Your Citrix NetScaler (Or perhaps other devices testing LDAP or trying to communicate via TLS\SSL) can complete a TLS connection test to Domain Controllers or other LDAP servers just fine, but there is a server that is failing the test and throwing the error below:
Here are some knowns:
- The test is right: port 389 is open, is responding, and other tests to that server are just fine.
- The server itself is reachable.
- You know that LDAP is responding and there truly doesn’t seem to be a problem with LDAP at all.
- You’ve tested LDAP using another app like ldap.exe, LDAP Browser, or another program that can prove your connection is fine.
- Your username and password is correct (This would instead throw an invalid username\password error)
So here’s a screenshot of WireShark watching a failed attempt from the NetScaler to the Domain Controller. See the failures at the bottom?
The error it throws is Error initializing SSL/TLS which is fairly generic. But here are some more knowns now that we see this.
- The NetScaler is communicating with the Domain Controller just fine.
- The same request, same TLS version and cipher etc, is being used each time the NetScaler reaches out to the Domain Controller.
We discovered that there was an issue with the certificate of the Domain Controller that controller Client and Server Authentication that was the problem.
Issue a new personal certificate to the Domain Controller, using the Domain Controller Template that include both Client and Serve Authenticate and you’ll be all set.
How did it get this way?
Welp, there are a number of different factors, but the main thing was that this Domain Controller was once a Certificate Authority (CA) server and during it’s time as a CA server it lost its Personal Certificate that gave it the ability to communicate using TLS securely. While you can bind any username and password during a connection to port 389 and do AD queries all day long, you cannot necessarily complete more select connections such as the Citrix Netscaler Reachability Test.

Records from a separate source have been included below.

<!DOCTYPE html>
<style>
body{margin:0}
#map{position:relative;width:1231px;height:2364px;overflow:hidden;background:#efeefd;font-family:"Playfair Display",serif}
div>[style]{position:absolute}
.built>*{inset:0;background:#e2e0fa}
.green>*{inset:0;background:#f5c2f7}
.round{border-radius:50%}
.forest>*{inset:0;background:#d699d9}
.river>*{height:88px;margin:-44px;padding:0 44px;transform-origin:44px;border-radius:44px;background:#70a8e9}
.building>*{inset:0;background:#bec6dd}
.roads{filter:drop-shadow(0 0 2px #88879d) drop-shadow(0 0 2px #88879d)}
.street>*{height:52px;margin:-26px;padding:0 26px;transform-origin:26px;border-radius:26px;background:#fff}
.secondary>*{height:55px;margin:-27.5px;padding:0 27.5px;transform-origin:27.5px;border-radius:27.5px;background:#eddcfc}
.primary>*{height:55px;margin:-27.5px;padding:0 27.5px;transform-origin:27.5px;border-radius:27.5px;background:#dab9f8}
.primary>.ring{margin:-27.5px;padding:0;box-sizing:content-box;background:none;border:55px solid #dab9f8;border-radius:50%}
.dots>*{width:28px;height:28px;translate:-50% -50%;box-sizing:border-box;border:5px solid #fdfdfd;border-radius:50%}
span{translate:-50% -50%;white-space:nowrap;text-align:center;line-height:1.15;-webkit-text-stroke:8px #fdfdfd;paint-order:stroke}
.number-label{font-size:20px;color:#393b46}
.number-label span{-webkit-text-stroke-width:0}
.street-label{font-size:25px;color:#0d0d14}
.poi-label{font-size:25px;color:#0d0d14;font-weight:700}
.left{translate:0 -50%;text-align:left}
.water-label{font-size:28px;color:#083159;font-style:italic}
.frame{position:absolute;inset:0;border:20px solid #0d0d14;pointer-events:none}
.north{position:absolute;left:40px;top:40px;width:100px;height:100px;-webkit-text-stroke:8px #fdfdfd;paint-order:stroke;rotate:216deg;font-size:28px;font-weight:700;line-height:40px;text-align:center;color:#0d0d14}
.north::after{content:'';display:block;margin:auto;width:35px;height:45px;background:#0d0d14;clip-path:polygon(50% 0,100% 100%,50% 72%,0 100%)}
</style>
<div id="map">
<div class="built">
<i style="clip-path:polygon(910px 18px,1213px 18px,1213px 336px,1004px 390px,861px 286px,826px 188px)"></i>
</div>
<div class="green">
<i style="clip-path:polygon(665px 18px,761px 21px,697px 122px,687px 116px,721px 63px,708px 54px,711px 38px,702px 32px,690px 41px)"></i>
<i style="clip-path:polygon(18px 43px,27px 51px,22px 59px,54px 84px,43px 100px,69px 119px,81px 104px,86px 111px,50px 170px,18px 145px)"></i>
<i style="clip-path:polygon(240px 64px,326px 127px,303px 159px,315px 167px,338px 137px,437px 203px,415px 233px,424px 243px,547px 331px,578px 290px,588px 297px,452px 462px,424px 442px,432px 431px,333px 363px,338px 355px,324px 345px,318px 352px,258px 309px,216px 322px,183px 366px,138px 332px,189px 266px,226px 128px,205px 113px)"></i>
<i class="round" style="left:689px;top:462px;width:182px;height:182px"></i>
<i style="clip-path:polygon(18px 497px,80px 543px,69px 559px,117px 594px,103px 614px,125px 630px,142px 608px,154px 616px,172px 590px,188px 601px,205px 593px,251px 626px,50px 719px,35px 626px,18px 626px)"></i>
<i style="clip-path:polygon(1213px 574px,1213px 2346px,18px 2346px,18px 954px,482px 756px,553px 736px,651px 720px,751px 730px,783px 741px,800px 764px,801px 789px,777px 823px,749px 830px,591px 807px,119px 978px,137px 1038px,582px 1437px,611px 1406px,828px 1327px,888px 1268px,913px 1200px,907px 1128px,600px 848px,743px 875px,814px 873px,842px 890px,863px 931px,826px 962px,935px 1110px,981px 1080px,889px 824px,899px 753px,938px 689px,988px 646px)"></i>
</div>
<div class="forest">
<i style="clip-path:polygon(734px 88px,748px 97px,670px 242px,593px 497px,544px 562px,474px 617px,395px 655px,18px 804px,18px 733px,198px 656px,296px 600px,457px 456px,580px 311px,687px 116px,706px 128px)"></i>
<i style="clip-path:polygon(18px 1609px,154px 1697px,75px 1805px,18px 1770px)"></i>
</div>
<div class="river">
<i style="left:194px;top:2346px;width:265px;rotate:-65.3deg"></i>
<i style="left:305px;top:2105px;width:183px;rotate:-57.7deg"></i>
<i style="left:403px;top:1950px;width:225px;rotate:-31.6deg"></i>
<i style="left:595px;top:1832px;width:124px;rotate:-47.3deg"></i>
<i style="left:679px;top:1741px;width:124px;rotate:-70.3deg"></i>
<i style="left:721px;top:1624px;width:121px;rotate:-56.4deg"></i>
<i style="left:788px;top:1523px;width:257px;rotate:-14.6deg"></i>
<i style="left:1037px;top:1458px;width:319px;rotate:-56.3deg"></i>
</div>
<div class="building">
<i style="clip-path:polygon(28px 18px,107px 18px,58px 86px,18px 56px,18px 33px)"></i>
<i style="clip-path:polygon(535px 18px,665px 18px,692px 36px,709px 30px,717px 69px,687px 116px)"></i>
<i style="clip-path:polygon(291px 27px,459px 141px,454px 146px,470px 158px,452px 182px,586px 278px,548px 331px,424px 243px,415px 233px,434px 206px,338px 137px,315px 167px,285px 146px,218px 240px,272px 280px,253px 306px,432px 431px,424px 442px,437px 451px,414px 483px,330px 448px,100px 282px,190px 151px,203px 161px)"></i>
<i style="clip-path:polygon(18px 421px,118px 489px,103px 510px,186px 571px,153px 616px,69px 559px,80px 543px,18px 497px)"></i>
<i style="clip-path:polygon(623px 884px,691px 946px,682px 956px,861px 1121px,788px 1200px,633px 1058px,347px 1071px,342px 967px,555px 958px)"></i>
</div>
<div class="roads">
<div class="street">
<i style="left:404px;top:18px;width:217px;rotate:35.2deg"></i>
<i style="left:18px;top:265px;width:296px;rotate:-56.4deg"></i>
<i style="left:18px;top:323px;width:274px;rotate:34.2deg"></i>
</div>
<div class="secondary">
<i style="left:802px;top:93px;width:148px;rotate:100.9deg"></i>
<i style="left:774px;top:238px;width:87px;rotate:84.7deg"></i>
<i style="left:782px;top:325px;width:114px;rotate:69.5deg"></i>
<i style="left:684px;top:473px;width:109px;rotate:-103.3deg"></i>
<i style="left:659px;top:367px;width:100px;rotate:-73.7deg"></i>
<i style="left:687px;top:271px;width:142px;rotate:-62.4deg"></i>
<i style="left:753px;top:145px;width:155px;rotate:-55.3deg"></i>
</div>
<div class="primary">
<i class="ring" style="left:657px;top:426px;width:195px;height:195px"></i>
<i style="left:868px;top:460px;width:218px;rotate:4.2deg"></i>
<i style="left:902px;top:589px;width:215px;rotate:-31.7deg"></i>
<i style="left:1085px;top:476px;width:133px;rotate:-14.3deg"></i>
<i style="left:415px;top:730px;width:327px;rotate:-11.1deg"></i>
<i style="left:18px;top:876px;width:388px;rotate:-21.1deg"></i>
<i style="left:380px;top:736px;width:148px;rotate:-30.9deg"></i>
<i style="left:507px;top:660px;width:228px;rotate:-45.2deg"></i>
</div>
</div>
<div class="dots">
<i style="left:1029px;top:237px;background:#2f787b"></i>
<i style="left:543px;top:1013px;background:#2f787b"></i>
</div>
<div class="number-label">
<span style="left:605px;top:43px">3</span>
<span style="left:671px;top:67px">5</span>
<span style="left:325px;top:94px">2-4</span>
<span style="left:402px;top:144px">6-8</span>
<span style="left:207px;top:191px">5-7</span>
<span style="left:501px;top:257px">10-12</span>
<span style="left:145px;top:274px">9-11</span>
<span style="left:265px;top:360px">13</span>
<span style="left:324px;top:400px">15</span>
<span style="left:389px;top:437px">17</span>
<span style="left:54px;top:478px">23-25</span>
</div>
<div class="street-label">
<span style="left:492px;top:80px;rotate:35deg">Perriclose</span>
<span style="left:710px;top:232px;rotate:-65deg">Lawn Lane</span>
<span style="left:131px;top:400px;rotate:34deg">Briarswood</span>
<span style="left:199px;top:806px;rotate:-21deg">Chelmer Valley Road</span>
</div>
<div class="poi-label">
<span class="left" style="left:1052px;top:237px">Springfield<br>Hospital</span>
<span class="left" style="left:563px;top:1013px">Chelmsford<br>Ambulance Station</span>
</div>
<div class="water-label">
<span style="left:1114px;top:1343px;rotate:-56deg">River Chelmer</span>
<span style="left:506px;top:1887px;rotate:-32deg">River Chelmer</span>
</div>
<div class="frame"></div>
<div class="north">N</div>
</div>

Maybe you’re having trouble because your Domain Controller certificate is simply expired, or maybe you have the same CA problem that we have, either way you’re going to have to refresh that CA cert, so here’s how to do that:
Creating a CA on your Domain:
If you already have a CA, you can skip to the “Creating a Certificate” portion of this document.
CA simply means that you have a server on your network that will create certificates for you. These are not awesome third party SSL certificates. Instead, these can be used internally for applications and other tools that need to more effectively communicate with each other. Here’s how to do that in Server 2012:Open Roles and Features on a server that is added to your domain.
Open Roles and Features on a PC that’s part of your domain and choose to add the four checked Server Roles listed below:
It might be scary but you can “Next” your way through most everything here until setup is complete.
Once you are done, you need to select finalize this installation. Click on the flag at the top and then choose only the top two options to finalize. Again, you can next through them. Afterward, select the bottom two and finalize those.
Once complete, you can test to make sure things are good by hitting your windows key or clicking the windows butting and typing “Certificate Authority” which will bring up the CA GUI. If you can see it, you’re good.
When done, hit your windows key and type “Manager Computer Certificates” and you’ll bring up your certs. You should already be familiar with this area. A screenshot is below.
Right Click Personal folder and choose All Tasks > Request New Certificate. Click Next until you can choose “Domain Controller” from a list of Certificates. When done, click Enroll. Once complete you should see a new Certificate.
This should take care of the issue.
Apologies for the lack of screenshots in a tutorial that needs way more screenshots. Hopefully this will help you out though.